Source data
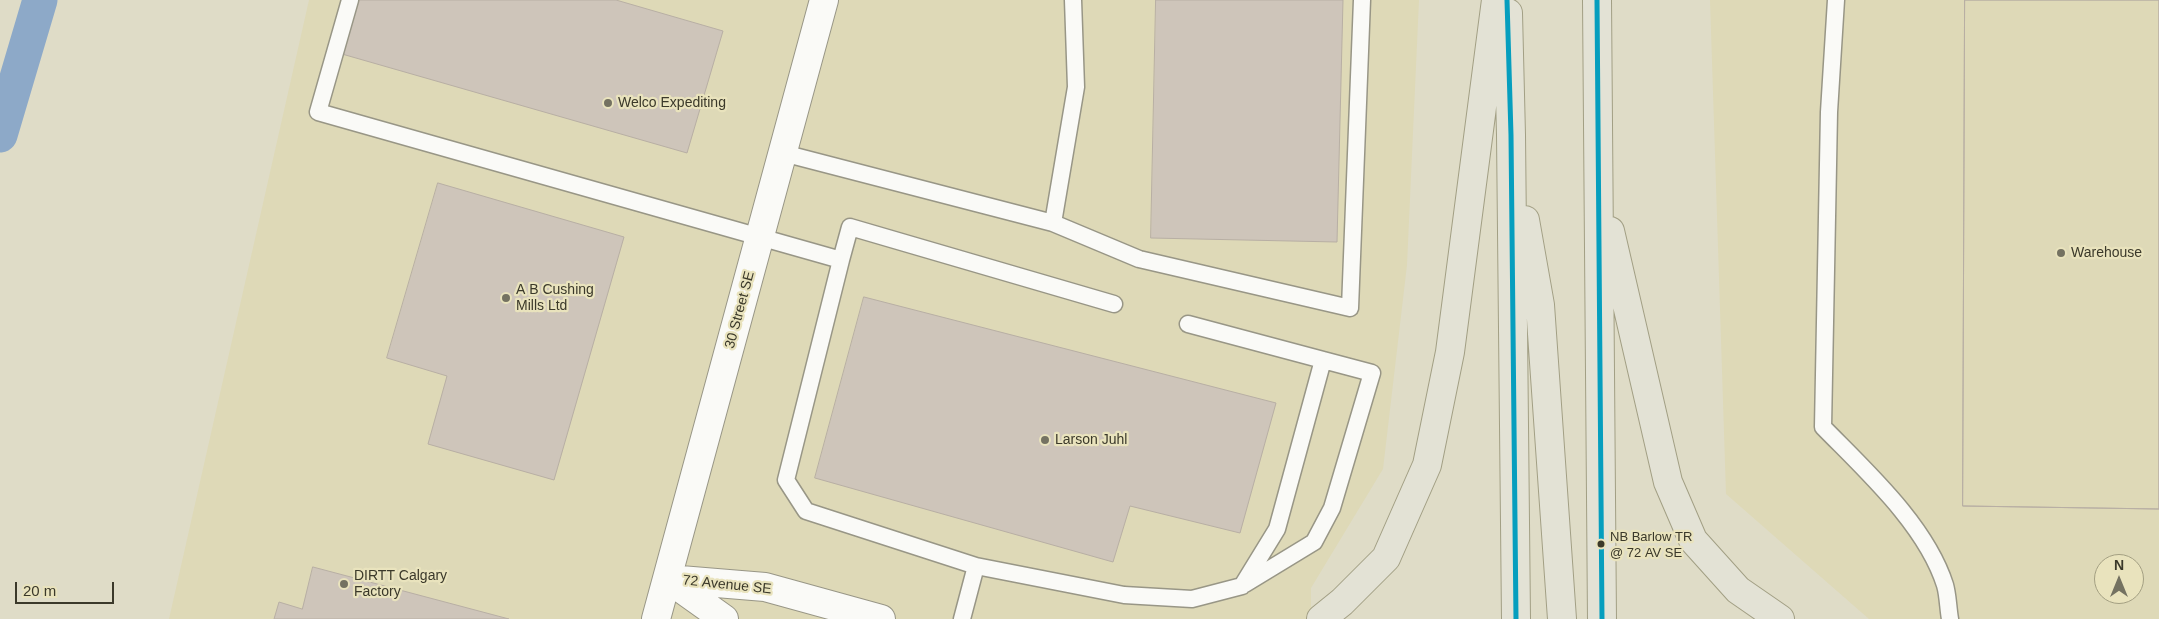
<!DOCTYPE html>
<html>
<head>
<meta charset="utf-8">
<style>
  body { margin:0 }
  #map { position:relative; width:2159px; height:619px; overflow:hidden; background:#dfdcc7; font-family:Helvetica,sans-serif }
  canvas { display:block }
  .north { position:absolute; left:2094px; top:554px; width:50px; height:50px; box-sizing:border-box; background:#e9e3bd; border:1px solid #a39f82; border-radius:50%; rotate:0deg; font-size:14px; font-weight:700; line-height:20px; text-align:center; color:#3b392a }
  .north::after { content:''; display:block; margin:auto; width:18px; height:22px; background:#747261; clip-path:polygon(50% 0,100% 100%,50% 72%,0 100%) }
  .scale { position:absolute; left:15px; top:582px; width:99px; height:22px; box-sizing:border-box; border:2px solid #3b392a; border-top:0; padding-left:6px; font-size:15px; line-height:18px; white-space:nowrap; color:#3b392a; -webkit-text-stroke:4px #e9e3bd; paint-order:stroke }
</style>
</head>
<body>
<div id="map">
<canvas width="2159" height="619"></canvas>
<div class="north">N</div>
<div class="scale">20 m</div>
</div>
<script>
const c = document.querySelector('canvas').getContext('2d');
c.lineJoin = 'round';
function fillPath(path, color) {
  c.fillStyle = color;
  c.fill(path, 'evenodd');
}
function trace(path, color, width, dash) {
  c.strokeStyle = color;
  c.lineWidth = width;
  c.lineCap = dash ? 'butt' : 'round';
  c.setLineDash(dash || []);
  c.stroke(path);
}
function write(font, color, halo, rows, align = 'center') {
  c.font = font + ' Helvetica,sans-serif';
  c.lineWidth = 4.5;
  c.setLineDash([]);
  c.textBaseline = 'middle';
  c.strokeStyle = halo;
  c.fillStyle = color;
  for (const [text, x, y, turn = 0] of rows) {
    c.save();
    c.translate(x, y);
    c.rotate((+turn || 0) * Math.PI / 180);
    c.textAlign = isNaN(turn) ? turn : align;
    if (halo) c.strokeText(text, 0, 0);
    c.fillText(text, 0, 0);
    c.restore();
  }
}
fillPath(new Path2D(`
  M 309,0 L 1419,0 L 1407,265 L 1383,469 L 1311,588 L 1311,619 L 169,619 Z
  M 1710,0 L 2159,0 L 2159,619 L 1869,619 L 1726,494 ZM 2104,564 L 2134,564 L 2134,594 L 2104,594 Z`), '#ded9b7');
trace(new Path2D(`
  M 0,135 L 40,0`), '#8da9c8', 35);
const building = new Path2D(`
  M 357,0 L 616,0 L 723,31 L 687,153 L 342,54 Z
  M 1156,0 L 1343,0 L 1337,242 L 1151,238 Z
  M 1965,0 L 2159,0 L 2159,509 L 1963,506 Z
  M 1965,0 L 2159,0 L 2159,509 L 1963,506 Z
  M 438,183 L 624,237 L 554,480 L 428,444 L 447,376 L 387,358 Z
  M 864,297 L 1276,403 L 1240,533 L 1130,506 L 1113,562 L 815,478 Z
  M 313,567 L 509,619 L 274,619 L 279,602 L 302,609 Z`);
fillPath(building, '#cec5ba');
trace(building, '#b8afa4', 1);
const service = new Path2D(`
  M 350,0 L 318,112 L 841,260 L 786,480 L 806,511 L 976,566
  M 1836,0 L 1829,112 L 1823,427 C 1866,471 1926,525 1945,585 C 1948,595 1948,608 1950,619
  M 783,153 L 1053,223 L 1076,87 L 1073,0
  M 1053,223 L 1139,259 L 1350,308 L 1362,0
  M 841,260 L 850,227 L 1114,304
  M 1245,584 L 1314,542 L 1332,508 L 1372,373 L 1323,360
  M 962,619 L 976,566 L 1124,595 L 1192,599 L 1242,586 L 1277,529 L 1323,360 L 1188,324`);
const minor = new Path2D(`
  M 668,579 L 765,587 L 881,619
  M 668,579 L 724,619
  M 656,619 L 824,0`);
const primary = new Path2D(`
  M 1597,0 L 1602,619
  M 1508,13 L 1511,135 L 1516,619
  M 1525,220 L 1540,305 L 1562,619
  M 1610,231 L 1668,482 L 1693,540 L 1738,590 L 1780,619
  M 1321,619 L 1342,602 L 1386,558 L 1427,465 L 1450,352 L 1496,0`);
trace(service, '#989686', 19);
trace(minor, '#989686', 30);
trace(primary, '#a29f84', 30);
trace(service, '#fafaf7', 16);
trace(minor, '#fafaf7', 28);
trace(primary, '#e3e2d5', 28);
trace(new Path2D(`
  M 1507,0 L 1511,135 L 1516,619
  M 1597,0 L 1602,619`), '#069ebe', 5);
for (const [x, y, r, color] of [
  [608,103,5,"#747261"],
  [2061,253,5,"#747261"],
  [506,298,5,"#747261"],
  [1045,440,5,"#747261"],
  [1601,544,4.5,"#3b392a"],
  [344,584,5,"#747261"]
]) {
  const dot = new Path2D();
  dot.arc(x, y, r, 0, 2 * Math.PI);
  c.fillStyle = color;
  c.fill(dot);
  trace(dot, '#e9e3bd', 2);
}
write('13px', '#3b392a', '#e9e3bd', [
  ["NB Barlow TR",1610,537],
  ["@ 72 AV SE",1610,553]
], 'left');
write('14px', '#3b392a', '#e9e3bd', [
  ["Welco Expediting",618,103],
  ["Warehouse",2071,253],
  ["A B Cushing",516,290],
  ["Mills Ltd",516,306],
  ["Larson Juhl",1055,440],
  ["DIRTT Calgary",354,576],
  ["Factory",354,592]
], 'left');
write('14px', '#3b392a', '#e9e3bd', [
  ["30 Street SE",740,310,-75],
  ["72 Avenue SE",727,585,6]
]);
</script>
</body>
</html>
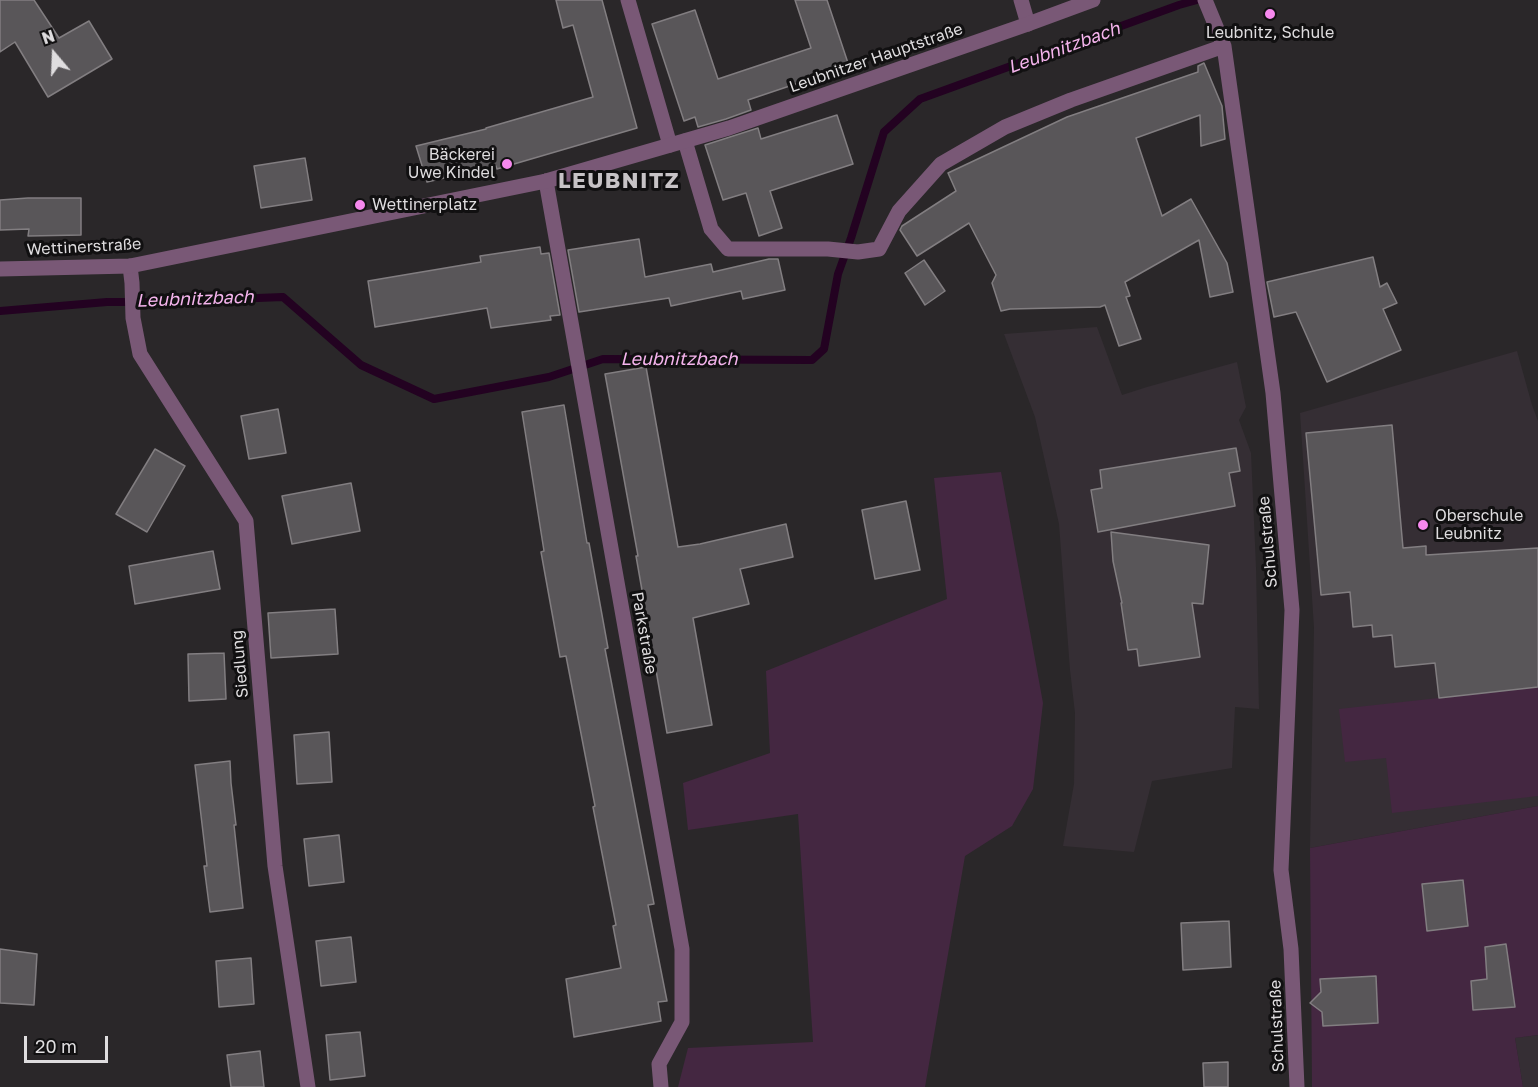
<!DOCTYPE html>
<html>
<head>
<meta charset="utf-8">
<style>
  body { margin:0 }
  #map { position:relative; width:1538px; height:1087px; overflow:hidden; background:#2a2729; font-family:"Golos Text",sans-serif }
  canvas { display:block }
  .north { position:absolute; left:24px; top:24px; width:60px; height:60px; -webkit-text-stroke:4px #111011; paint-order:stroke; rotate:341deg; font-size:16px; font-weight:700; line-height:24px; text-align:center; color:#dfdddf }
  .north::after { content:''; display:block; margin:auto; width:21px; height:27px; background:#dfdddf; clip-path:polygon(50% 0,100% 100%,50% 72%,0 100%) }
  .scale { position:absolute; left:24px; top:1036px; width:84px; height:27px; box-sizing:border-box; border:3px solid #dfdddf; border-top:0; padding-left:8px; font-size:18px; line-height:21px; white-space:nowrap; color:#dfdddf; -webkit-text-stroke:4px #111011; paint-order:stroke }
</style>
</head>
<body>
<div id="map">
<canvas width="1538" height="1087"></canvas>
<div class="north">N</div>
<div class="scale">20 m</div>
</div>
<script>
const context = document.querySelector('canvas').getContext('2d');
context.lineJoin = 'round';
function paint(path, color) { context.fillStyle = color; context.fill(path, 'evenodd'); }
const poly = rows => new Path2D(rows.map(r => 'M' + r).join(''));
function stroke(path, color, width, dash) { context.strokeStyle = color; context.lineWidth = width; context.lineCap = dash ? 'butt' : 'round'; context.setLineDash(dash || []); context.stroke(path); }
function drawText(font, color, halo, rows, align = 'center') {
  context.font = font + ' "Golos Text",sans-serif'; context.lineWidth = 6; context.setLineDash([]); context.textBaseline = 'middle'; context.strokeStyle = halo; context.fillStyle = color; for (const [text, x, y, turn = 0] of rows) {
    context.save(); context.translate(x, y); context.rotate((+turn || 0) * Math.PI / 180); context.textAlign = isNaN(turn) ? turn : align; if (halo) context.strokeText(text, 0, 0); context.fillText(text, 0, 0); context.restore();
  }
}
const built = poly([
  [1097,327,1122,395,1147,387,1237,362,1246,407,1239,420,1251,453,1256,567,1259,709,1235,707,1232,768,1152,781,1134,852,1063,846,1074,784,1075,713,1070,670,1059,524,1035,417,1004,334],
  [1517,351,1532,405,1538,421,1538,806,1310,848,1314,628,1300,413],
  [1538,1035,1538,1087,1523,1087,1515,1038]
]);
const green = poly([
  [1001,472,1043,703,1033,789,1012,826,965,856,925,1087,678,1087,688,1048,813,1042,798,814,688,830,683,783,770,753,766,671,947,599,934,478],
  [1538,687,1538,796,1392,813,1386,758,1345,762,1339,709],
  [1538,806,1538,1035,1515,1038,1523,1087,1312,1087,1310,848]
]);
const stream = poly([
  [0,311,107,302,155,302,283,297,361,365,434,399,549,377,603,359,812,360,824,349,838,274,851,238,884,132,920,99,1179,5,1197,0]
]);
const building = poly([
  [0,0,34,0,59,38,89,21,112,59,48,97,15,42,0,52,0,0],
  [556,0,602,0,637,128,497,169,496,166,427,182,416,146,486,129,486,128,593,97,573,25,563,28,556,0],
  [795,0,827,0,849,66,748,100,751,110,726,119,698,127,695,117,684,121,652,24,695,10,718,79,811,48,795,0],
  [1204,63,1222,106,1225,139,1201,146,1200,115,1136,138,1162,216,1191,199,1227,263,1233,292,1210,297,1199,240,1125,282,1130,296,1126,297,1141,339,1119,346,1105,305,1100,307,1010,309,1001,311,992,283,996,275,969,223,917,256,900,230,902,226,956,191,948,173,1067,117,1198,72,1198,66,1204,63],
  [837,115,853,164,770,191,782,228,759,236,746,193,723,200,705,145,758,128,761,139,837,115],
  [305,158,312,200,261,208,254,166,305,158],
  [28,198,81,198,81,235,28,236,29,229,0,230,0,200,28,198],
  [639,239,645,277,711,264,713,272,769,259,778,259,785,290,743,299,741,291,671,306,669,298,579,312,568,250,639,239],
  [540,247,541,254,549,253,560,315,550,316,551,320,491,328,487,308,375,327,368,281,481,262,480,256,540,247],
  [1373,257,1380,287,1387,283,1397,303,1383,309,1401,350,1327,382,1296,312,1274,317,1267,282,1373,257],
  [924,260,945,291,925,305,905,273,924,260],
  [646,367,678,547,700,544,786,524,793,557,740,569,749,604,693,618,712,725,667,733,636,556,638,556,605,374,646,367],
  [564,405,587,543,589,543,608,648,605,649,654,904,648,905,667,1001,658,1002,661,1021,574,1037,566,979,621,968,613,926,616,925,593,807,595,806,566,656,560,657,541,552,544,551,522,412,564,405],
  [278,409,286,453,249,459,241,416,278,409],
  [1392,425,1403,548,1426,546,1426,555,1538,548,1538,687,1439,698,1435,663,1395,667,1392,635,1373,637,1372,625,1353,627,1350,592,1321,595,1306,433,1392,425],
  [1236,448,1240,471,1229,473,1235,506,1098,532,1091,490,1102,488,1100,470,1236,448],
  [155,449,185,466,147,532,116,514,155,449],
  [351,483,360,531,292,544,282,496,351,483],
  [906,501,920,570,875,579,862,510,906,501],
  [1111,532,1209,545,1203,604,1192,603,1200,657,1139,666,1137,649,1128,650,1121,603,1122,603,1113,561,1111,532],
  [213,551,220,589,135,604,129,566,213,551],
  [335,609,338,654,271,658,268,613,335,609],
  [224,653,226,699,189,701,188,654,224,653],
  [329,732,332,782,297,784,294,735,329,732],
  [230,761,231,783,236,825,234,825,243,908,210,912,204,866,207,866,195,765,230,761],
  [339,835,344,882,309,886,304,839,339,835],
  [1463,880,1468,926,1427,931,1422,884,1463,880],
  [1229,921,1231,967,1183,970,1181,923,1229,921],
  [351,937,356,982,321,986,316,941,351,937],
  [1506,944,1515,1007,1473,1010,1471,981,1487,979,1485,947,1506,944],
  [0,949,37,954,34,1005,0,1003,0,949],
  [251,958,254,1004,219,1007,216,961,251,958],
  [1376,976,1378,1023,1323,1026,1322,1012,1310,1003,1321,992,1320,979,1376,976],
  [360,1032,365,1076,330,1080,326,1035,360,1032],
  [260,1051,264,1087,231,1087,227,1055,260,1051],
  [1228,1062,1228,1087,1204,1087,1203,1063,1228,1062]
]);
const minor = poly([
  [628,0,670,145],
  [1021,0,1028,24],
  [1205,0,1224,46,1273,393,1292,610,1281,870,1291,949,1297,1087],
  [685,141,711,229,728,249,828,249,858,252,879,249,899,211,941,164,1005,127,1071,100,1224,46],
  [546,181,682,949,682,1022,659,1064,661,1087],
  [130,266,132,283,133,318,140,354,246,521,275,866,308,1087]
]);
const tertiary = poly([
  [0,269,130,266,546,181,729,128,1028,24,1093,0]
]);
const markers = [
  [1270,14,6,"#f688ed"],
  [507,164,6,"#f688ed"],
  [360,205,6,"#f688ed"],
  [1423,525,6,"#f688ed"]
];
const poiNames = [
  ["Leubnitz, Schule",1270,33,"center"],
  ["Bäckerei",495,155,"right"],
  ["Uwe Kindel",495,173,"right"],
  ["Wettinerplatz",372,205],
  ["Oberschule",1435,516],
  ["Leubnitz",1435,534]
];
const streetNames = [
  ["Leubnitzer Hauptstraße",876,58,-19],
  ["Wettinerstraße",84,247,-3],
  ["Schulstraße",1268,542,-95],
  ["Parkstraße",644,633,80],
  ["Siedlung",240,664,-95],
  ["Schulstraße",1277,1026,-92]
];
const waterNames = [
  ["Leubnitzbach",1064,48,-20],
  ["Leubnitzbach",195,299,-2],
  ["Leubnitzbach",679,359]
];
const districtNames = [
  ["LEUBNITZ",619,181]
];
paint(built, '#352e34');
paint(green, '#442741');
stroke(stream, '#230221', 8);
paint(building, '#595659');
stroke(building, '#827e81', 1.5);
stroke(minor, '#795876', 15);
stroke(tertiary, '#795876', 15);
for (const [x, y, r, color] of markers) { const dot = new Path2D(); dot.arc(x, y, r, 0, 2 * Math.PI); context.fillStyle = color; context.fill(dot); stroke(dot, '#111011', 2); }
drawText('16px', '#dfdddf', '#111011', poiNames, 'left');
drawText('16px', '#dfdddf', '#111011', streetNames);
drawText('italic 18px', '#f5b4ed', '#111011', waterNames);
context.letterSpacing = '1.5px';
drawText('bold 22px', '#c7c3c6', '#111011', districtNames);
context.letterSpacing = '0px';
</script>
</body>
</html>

(What the task requires):
Write out, word for word, the line containing "for (const [x, y, r, color] of markers)" and all the lines after it in the entries above, and nothing more.

(Written solution):
for (const [x, y, r, color] of markers) { const dot = new Path2D(); dot.arc(x, y, r, 0, 2 * Math.PI); context.fillStyle = color; context.fill(dot); stroke(dot, '#111011', 2); }
drawText('16px', '#dfdddf', '#111011', poiNames, 'left');
drawText('16px', '#dfdddf', '#111011', streetNames);
drawText('italic 18px', '#f5b4ed', '#111011', waterNames);
context.letterSpacing = '1.5px';
drawText('bold 22px', '#c7c3c6', '#111011', districtNames);
context.letterSpacing = '0px';
</script>
</body>
</html>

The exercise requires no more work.